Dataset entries
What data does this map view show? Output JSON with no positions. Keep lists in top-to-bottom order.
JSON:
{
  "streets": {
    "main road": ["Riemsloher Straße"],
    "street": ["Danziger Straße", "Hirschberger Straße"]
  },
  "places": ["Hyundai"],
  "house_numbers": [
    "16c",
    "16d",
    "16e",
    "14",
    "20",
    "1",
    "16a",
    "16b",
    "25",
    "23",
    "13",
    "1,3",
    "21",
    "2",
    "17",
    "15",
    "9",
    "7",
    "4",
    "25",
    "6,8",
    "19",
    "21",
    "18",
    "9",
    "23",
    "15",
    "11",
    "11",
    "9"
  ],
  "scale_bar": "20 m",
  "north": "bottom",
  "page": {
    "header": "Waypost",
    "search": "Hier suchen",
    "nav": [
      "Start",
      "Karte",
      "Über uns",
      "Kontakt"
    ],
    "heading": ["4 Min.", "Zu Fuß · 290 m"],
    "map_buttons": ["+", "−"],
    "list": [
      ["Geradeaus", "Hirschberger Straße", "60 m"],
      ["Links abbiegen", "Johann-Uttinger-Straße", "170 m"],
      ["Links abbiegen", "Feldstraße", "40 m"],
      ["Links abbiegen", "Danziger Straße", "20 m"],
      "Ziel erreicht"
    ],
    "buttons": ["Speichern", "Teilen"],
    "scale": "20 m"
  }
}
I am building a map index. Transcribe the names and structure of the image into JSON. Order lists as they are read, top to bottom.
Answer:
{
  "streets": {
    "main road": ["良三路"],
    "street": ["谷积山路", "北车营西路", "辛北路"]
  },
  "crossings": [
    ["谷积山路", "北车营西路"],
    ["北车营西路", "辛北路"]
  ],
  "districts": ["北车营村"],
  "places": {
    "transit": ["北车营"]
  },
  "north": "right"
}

_The task_. Exactly as they appear, restate all of the entries.

_Expected answer_.
What data does this map view show? Output JSON with no positions. Keep lists in top-to-bottom order.
JSON:
{
  "streets": {
    "main road": ["Riemsloher Straße"],
    "street": ["Danziger Straße", "Hirschberger Straße"]
  },
  "places": ["Hyundai"],
  "house_numbers": [
    "16c",
    "16d",
    "16e",
    "14",
    "20",
    "1",
    "16a",
    "16b",
    "25",
    "23",
    "13",
    "1,3",
    "21",
    "2",
    "17",
    "15",
    "9",
    "7",
    "4",
    "25",
    "6,8",
    "19",
    "21",
    "18",
    "9",
    "23",
    "15",
    "11",
    "11",
    "9"
  ],
  "scale_bar": "20 m",
  "north": "bottom",
  "page": {
    "header": "Waypost",
    "search": "Hier suchen",
    "nav": [
      "Start",
      "Karte",
      "Über uns",
      "Kontakt"
    ],
    "heading": ["4 Min.", "Zu Fuß · 290 m"],
    "map_buttons": ["+", "−"],
    "list": [
      ["Geradeaus", "Hirschberger Straße", "60 m"],
      ["Links abbiegen", "Johann-Uttinger-Straße", "170 m"],
      ["Links abbiegen", "Feldstraße", "40 m"],
      ["Links abbiegen", "Danziger Straße", "20 m"],
      "Ziel erreicht"
    ],
    "buttons": ["Speichern", "Teilen"],
    "scale": "20 m"
  }
}
I am building a map index. Transcribe the names and structure of the image into JSON. Order lists as they are read, top to bottom.
Answer:
{
  "streets": {
    "main road": ["良三路"],
    "street": ["谷积山路", "北车营西路", "辛北路"]
  },
  "crossings": [
    ["谷积山路", "北车营西路"],
    ["北车营西路", "辛北路"]
  ],
  "districts": ["北车营村"],
  "places": {
    "transit": ["北车营"]
  },
  "north": "right"
}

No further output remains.